Rødland's photographs are produced through film-based cameras and chemical processing. Art historian and critic Ina Blom has reflected in Artforum on the philosophical and cultural implications of his works: "The strangeness of these images might have triggered other intuitions—perhaps related to the question of what exactly it means to 'be' a photographic image amid a veritable surfeit of new-media technologies, environments, and objects." Wanting to push forward the artistic boundaries of his medium, Rødland has reconceptualized and integrated aesthetic qualities dismissed in postmodern art. Building on work by The Pictures Generation and Jeff Wall, Rødland's photography represents a surprising revaluation of lyricism and what he calls the sensuality of the photographic moment. Originally known for his portraits in Nordic landscapes, Rødland transcended this potential trope by consistently inventing new lures for viewers of his photographs.

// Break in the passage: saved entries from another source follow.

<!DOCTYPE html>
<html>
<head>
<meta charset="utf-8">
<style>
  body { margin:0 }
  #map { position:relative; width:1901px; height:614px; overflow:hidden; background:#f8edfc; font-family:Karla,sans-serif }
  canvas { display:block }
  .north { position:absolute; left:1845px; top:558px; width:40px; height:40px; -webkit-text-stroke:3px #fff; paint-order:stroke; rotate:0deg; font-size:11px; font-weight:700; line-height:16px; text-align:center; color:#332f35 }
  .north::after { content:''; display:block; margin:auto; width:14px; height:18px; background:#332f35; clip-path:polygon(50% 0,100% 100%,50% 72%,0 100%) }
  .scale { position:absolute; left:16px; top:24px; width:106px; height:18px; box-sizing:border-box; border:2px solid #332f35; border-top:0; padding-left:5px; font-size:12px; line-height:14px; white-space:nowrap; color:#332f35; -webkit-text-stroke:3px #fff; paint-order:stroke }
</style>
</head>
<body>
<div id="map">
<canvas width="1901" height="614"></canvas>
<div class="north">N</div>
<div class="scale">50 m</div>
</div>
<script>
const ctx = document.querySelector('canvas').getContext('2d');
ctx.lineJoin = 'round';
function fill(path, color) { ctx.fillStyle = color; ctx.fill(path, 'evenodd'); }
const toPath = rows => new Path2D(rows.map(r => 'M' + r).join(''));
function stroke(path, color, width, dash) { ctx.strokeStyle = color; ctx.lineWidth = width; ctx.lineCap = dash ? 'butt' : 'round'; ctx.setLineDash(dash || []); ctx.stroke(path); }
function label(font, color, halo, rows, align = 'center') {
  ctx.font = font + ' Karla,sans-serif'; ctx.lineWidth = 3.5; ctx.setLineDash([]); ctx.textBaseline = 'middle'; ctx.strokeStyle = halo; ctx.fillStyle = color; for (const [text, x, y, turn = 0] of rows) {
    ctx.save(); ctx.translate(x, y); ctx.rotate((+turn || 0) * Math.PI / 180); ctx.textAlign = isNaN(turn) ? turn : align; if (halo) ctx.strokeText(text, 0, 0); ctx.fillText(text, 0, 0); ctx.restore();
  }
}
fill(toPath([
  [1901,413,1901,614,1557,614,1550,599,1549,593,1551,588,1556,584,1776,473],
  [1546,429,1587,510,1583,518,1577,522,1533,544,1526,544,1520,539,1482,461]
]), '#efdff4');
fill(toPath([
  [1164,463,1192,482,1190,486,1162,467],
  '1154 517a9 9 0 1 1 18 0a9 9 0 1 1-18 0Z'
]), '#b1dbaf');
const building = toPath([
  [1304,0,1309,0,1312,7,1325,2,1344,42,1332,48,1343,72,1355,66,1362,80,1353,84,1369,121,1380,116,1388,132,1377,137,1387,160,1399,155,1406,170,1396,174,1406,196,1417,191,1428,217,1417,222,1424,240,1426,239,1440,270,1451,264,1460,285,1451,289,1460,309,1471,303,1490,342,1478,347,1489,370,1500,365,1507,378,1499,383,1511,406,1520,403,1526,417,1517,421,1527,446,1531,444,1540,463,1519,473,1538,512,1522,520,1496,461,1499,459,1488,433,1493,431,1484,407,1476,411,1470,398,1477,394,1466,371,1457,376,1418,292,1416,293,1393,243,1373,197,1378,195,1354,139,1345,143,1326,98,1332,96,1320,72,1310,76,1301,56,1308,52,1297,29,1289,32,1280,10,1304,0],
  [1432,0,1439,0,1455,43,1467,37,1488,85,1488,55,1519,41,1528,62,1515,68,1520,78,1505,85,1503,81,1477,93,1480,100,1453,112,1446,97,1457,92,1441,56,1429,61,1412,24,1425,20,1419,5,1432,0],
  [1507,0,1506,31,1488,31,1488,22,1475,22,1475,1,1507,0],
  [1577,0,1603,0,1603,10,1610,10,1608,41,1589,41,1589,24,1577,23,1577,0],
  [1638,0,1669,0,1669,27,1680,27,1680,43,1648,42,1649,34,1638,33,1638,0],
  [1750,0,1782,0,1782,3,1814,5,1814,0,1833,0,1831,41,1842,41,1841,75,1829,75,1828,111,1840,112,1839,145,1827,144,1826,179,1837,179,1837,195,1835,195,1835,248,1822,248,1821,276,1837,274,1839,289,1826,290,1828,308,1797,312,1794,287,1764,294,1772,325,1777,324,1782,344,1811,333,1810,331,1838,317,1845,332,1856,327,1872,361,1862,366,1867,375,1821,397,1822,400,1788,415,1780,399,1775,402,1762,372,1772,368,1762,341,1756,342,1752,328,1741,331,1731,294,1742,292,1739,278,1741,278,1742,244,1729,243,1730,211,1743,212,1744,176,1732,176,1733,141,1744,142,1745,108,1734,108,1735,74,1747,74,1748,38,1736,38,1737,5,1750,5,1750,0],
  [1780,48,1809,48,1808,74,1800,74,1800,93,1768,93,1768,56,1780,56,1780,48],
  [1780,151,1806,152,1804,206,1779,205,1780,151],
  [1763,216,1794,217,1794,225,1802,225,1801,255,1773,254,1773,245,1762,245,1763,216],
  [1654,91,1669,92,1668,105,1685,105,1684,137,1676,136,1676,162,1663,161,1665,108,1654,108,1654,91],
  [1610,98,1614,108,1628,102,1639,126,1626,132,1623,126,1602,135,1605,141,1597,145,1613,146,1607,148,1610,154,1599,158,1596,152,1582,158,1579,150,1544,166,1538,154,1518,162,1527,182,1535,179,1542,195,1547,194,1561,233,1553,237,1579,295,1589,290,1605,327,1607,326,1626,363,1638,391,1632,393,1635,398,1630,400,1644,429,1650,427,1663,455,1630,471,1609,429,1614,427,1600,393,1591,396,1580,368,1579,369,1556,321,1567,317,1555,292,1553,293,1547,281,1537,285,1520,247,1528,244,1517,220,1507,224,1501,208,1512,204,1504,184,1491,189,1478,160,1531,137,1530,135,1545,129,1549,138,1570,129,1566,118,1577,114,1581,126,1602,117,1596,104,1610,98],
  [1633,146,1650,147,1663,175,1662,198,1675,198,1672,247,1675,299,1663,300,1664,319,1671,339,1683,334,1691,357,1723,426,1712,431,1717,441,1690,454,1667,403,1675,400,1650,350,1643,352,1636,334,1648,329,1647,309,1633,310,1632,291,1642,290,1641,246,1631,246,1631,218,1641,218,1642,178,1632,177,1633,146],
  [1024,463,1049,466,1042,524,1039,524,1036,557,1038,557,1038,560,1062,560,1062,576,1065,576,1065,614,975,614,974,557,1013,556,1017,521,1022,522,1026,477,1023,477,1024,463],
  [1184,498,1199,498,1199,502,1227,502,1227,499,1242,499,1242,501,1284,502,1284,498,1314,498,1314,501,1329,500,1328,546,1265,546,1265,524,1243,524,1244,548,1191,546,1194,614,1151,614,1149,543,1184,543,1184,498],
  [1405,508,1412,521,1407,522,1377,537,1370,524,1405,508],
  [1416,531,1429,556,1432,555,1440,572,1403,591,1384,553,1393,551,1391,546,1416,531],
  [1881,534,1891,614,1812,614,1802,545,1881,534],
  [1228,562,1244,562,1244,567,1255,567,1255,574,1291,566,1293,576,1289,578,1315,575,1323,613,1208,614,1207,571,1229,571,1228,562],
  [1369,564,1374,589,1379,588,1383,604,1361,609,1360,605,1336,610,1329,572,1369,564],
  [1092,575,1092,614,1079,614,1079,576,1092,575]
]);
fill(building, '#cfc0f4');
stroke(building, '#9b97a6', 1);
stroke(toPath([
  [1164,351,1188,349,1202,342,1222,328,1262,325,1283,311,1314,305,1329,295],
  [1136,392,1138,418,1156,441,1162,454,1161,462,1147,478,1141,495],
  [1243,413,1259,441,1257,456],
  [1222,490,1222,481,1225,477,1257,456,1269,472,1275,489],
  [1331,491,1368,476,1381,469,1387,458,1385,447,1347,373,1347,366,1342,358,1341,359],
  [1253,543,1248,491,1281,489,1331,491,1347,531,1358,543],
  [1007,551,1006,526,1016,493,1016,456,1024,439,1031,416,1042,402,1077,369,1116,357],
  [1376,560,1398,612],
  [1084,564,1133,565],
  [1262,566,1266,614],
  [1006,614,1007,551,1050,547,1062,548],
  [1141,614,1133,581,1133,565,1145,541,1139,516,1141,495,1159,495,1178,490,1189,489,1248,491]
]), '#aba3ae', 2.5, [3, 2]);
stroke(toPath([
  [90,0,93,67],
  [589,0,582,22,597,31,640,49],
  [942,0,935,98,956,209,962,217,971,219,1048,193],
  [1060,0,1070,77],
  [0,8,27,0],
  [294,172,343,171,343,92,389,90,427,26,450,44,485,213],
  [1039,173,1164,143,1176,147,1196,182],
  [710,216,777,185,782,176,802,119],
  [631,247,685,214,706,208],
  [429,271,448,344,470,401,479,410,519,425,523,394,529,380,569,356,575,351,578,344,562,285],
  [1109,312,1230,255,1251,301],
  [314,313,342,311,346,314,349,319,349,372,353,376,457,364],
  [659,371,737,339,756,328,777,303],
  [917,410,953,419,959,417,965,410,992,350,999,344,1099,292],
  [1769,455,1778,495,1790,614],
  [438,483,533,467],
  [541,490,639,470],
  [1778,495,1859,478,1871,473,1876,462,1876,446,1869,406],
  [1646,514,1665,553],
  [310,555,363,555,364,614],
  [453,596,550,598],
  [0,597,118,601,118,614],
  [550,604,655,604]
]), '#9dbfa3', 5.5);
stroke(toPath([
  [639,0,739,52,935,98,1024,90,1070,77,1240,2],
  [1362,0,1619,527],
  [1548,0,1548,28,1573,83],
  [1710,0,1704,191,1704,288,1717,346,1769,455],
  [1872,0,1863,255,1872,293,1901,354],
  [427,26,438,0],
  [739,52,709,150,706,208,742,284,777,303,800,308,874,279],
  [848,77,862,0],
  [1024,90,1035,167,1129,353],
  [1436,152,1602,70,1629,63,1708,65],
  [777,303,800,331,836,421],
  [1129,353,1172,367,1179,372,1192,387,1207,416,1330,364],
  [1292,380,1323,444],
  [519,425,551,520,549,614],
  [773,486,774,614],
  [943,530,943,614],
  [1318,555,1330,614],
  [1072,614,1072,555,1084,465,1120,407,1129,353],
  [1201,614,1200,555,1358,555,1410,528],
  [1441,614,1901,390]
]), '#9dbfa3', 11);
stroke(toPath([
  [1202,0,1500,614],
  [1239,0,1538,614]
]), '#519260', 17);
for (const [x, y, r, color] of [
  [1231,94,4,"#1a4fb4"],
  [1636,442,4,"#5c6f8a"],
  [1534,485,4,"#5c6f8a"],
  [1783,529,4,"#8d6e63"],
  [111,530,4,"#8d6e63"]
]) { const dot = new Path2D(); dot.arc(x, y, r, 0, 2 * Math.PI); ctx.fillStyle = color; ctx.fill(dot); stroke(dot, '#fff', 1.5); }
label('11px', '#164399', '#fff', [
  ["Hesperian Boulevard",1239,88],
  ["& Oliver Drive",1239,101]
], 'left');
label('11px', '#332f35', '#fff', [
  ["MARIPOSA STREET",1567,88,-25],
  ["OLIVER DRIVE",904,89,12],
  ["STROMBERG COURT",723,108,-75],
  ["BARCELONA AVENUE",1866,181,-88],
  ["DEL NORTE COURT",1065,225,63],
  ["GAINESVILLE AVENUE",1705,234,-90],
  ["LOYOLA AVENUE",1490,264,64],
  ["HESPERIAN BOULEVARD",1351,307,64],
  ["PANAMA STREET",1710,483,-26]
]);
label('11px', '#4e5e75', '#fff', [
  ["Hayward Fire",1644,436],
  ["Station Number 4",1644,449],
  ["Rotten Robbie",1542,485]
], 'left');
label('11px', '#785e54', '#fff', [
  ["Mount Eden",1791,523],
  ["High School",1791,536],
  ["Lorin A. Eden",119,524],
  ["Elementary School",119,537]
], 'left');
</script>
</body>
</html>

An example of these lures is the subtle co-existence of the twisted with the warm normalcy of his figures; as seen in his photograph of a woman's hand with an octopus tentacle creeping through her sleeve and wrapped around her fingers. Also a subtle symbol of nonduality, this image is characteristic of Rødland's work. His matter of factness, even in stylized imagery and multiple exposures, is what allows Rødland to straddle both the commonplace and the otherworldly. According to Rødland, "the struggle is to make the image active and relatable; clear but complex. Like our new reality, it has to be layered and open to paranoid interpretation." Or, as curator Bennett Simpson put it in an essay on Rødland, published in 2000: "His images are subjunctive; they operate under the yoke of a doubt, an impacted desire, the possibility of an impossibility."
Between 2004 and 2007 Rødland produced six video works. One of these, titled 132 BPM, was exhibited solo at MoMA PS1 and at the Hiroshima City Museum of Contemporary Art. In 2018 Rødland produced a new video work, titled Between Fork and Ladder, which appeared in his solo exhibition Fifth Honeymoon at :no:Bergen_Kunsthall|Bergen Kunsthall. The solo exhibition Fifth Honeymoon was presented again in 2019 at both Bonniers Konsthall as well as Museum of Contemporary Art Kiasma.